___ Data shown ___

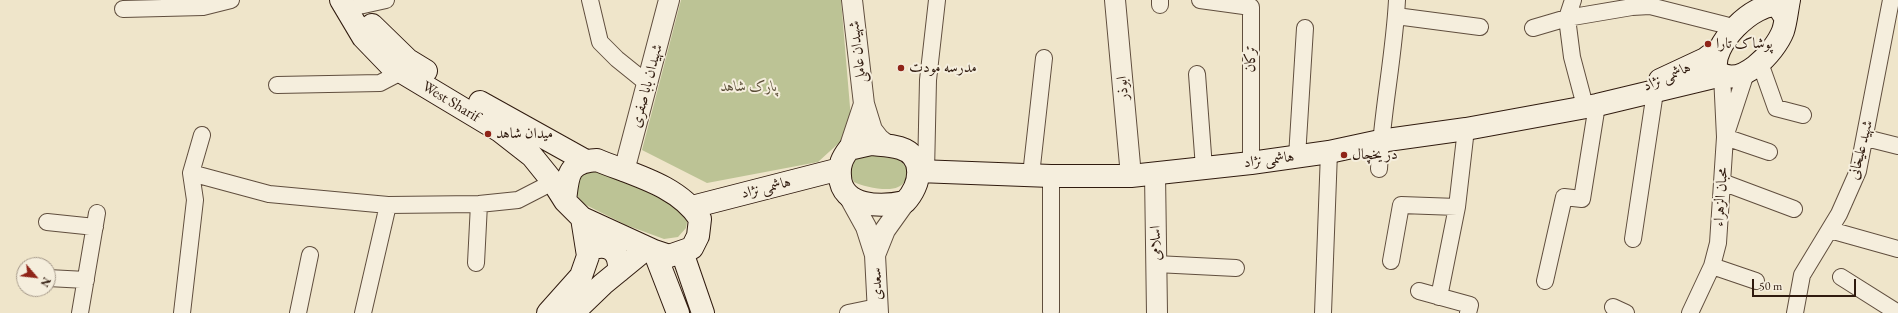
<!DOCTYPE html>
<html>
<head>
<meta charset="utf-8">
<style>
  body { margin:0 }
  #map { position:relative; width:1898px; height:313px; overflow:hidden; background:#efe5ca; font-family:"EB Garamond",serif }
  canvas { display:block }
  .north { position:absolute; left:16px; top:257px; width:40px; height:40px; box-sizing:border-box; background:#f5eedd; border:1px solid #a69a8b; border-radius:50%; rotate:118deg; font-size:11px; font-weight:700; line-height:16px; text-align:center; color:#301b0f }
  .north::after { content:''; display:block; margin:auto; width:14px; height:18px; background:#8f2418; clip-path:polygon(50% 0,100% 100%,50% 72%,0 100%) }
  .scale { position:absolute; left:1752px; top:279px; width:104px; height:18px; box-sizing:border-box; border:2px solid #301b0f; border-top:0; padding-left:5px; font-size:12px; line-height:14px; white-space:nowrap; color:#301b0f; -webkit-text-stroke:3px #f5eedd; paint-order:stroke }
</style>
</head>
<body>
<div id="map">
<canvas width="1898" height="313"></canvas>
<div class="north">N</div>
<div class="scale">50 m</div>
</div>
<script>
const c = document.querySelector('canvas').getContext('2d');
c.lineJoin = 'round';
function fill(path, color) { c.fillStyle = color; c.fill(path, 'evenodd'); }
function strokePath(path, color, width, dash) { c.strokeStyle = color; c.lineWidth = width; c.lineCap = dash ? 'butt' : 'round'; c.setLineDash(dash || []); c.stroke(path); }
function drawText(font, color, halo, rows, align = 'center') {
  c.font = font + ' "EB Garamond",Amiri,serif'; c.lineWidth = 4; c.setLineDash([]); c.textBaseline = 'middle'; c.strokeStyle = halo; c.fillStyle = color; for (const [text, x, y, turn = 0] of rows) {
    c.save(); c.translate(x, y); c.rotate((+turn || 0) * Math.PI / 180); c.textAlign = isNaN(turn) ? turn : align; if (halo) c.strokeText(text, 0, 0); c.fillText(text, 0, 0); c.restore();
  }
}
fill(new Path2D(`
  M681,0H841L852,131L818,162L707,183L642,150Z
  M865,154L897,159L905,165L908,174C906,179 904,185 898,187C889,192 863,187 854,182L850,174L849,164L856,156Z
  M594,166L668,198L688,217L686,228L678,237L664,239L626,225L584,204L575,193V177Z`), '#bcc395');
const minor = new Path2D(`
  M590,0L600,42L617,59L648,84
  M1160,0V5
  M1200,0L1251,7V163
  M1573,0L1567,18L1572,57L1585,106
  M359,6L386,0
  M123,9L203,7L231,0
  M1396,16L1480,27
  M1533,28L1567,18L1632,7L1650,6L1733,27
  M1760,63L1776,108L1803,115
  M1746,73L1725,137L1769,152
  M1197,74L1204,168
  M277,85L380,83L401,72
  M1866,138L1898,146
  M1297,157L1305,28
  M1379,169C1382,112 1394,57 1397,0
  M926,172L928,80L937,0
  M191,173L269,194L388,205L479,204L518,200L553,182
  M1031,175L1044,58
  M1722,182L1794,209
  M47,222L95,227
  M1830,230L1898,249
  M1633,239L1655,92
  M1391,261L1401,205L1457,207
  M476,263L479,204
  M1156,264L1236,268
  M1712,266L1756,281
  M1841,277L1898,313
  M48,278L86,280
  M1545,281L1564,197L1582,199L1597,105
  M1419,291L1470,305L1468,313
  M1439,297L1457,207L1466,129
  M1613,307L1626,313
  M1051,311V176
  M80,313L97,213
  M182,313L195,200L191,173L202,135
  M298,313L310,255
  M363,313L388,205
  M848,313L877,307
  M1323,313L1329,152
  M1690,313L1712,266L1718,243L1725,137L1722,75
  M1795,313L1802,275L1839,214L1858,171L1891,0`);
const tertiary = new Path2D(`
  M852,0L864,104L872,130L879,139L888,146
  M1115,0L1131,176
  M849,149L864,104
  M624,171L669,0
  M1155,174L1157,313
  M850,198L866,227L875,255L878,313
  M875,255L885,230L905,202`);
const secondary = new Path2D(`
  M341,0L363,37L390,65L500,131L532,156L553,182L565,201L582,218L654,251L669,256L692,248L698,236L700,219C678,185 633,175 597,160C567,162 568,176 565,201
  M1785,17L1778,6C1756,0 1708,46 1717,71C1739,91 1775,52 1783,31C1786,22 1787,10 1789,0
  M372,25L408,60L426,71
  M1660,80L1705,59L1717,50
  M480,102L586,161
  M871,144C880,145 891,145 900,148C926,156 921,185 905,202C882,207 841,208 840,176C839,165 842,158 849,149Z
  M918,171L1051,176H1131L1251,163L1329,152L1380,141L1466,129L1597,105L1722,75
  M692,207L840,169
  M588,250C608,242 620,250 619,271
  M654,251L678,313
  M682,252L703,313
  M548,313L581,276L588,256L582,218
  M573,313L603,284L647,248`);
strokePath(minor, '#604e3e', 18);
strokePath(tertiary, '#604e3e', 22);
strokePath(secondary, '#301b0f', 24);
strokePath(minor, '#f5eedd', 16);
strokePath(tertiary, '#f5eedd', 20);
strokePath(secondary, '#f5eedd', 22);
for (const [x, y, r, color] of [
  [1708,44,4,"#8f2418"],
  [901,68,4,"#8f2418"],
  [488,134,4,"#8f2418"],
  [1344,155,4,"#8f2418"]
]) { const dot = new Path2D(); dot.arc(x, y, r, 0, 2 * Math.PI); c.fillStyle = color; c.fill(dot); strokePath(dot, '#f5eedd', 1.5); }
drawText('15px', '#301b0f', '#f5eedd', [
  ["پوشاک تارا",1716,44],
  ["مدرسه مودت",909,68],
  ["میدان شاهد",496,134],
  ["در یخچال",1352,155]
], 'left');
drawText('15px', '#301b0f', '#f5eedd', [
  ["شهیدان عاملی",858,52,-97],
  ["ترکان",1251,59,-90],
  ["هاشمی نژاد",1667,77,-24],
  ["شهیدان بابا صفری",647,86,-75],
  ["ابوذر",1123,88,-95],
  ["West Sharif",451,102,31],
  ["شهید علیخانی",1861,150,-76],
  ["هاشمی نژاد",1269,160,-7],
  ["هاشمی نژاد",766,188,-14],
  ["محبان الزهراء",1721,197,-86],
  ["اسلامی",1156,243,-91],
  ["سعدی",877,284,-92]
]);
drawText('italic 15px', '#5a4d37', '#f5eedd', [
  ["پارک شاهد",749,87]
]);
</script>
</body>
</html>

___

** Exercise brief **
Reproduce exactly the entries above, limited to the lines from the one with "M1633,239L1655,92" through the one with "M548,313L581,276L588,256L582,218", both included.

** Worked solution **
  M1633,239L1655,92
  M1391,261L1401,205L1457,207
  M476,263L479,204
  M1156,264L1236,268
  M1712,266L1756,281
  M1841,277L1898,313
  M48,278L86,280
  M1545,281L1564,197L1582,199L1597,105
  M1419,291L1470,305L1468,313
  M1439,297L1457,207L1466,129
  M1613,307L1626,313
  M1051,311V176
  M80,313L97,213
  M182,313L195,200L191,173L202,135
  M298,313L310,255
  M363,313L388,205
  M848,313L877,307
  M1323,313L1329,152
  M1690,313L1712,266L1718,243L1725,137L1722,75
  M1795,313L1802,275L1839,214L1858,171L1891,0`);
const tertiary = new Path2D(`
  M852,0L864,104L872,130L879,139L888,146
  M1115,0L1131,176
  M849,149L864,104
  M624,171L669,0
  M1155,174L1157,313
  M850,198L866,227L875,255L878,313
  M875,255L885,230L905,202`);
const secondary = new Path2D(`
  M341,0L363,37L390,65L500,131L532,156L553,182L565,201L582,218L654,251L669,256L692,248L698,236L700,219C678,185 633,175 597,160C567,162 568,176 565,201
  M1785,17L1778,6C1756,0 1708,46 1717,71C1739,91 1775,52 1783,31C1786,22 1787,10 1789,0
  M372,25L408,60L426,71
  M1660,80L1705,59L1717,50
  M480,102L586,161
  M871,144C880,145 891,145 900,148C926,156 921,185 905,202C882,207 841,208 840,176C839,165 842,158 849,149Z
  M918,171L1051,176H1131L1251,163L1329,152L1380,141L1466,129L1597,105L1722,75
  M692,207L840,169
  M588,250C608,242 620,250 619,271
  M654,251L678,313
  M682,252L703,313
  M548,313L581,276L588,256L582,218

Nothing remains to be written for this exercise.